PROBLEM STATEMENT
Each line in the records below that has the word "Keep" should be copied.

= Beginning of Section =

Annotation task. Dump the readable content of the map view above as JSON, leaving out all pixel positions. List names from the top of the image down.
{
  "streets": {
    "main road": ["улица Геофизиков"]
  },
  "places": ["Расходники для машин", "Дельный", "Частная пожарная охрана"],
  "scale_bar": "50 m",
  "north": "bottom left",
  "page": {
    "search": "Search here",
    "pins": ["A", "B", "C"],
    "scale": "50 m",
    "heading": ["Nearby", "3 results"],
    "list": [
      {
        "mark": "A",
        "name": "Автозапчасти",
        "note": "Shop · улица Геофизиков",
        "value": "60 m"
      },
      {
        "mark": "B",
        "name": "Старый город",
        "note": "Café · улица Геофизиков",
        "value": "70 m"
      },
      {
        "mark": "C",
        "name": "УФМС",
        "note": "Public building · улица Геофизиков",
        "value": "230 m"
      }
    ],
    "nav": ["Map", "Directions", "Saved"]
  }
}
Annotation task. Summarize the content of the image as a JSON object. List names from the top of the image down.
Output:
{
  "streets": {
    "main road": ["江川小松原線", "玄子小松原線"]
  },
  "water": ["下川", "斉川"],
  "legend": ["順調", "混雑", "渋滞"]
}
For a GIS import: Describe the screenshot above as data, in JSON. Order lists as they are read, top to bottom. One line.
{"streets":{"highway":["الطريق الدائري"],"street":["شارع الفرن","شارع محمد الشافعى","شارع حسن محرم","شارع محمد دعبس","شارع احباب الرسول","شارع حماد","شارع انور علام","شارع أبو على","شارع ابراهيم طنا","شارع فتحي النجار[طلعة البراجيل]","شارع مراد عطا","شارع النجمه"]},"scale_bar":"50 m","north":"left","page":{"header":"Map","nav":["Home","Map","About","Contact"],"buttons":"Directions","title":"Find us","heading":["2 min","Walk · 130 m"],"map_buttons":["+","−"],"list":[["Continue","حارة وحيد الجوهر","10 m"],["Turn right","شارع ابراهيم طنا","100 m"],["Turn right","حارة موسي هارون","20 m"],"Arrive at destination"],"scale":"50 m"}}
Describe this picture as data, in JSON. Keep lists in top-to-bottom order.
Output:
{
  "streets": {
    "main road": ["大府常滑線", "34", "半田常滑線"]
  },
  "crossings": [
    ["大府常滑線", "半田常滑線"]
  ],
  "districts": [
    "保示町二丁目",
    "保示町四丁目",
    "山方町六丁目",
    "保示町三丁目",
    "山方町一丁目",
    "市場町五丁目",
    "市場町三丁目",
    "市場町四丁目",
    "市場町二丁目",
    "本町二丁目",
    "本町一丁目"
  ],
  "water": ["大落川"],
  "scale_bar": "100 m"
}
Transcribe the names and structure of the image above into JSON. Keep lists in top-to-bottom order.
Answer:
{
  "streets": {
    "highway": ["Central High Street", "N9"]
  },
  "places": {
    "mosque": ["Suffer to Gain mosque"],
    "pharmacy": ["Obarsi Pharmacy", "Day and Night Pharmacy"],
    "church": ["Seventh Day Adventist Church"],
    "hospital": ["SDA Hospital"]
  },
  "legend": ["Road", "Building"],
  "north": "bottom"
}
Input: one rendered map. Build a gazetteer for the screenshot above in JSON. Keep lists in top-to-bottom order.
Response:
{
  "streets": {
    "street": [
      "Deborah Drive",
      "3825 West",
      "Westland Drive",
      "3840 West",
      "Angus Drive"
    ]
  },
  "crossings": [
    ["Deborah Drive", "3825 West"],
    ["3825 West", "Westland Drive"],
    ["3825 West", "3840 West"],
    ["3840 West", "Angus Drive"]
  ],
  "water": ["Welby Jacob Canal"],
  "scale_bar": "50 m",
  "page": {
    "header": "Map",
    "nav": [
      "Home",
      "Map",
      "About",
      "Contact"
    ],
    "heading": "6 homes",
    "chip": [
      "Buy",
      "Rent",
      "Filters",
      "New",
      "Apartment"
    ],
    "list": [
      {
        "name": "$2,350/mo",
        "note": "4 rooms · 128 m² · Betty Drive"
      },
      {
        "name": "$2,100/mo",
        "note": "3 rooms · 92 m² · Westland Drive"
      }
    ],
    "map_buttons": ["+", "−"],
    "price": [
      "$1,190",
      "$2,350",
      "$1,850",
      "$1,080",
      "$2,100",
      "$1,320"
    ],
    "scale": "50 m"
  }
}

= End of Section =

ANSWER TO THE PROBLEM
Describe this picture as data, in JSON. Keep lists in top-to-bottom order.
Transcribe the names and structure of the image above into JSON. Keep lists in top-to-bottom order.
Input: one rendered map. Build a gazetteer for the screenshot above in JSON. Keep lists in top-to-bottom order.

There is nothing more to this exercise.